Padahal tadinya dia ingin memberi tahu cewek ini bahwa dirinya dan Rex, si Waketos, sebenarnya bertetangga. Tapi melihat reaksi ekstrem barusan, otomatis Tessa membatalkannya. Biarlah Aurel tahu dengan sendirinya, asal tidak dari mulutnya. Dia ogah disalahkan seandainya terjadi sesuatu. Soalnya cewek-cewek macem gini punya potensi untuk jadi stalker.
¤ ¤ ¤
Tapi ternyata, saat jam istirahat tiba, boro-boro menguntit kakak kelas, pergi makan ke kantin saja mereka tidak sempat, karena tugas yang harus dikumpulkan saat jam pelajaran tadi belum selesai juga hingga bel berbunyi.
Bukan karena tugasnya begitu sulit. Tapi begitu banyak.
Soal-soal essay semua.
Saking banyaknya, semua mengerjakan secara berkelompok, saling contek menyontek, bagi tugas. Nggak mungkin diperiksa juga. Paling pol, tugas ini hanya diberikan biar anak sekelas tidak ada yang keliaran di luar saat jam kosong tadi.

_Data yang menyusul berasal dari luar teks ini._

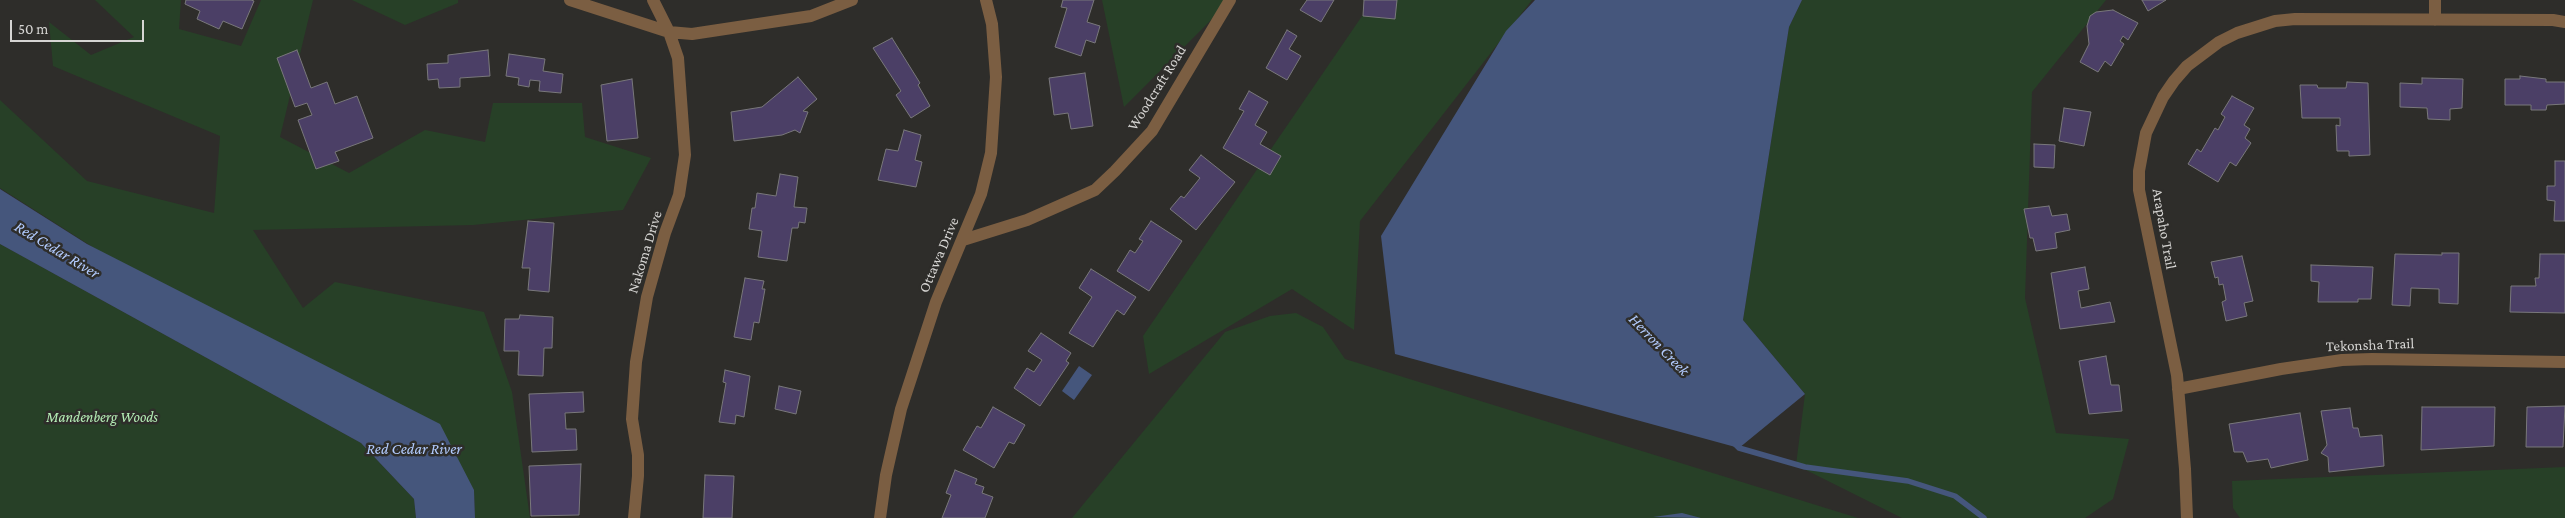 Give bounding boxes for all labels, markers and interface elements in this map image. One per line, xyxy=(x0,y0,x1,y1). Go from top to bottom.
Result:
scale bar xyxy=(12,10,146,42)
text: 50 m xyxy=(18,21,48,37)
street label: Woodcraft Road xyxy=(1124,42,1190,134)
street label: Arapaho Trail xyxy=(2148,187,2180,271)
street label: Nakoma Drive xyxy=(624,208,666,296)
street label: Ottawa Drive xyxy=(915,215,963,295)
water label: Red Cedar River xyxy=(11,217,103,283)
water label: Herron Creek xyxy=(1625,310,1693,380)
street label: Tekonsha Trail xyxy=(2325,334,2415,356)
park label: Mandenberg Woods xyxy=(46,408,158,426)
water label: Red Cedar River xyxy=(366,439,462,459)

Bisa dibayangkan riweuh-nya seperti apa. Nyaris nggak ada yang duduk di bangku masing-masing. Semua bergerombol, menggeser meja dan kursi-kursi. Belum lagi penghuni kelas minim yang membawa penghapus bolpoin, membuat suasana jadi makin nggak karuan karena saling sodok menyodok menunggu giliran meminjam. Tessa akhirnya mengalah dan berlari membelinya di koperasi sekolah.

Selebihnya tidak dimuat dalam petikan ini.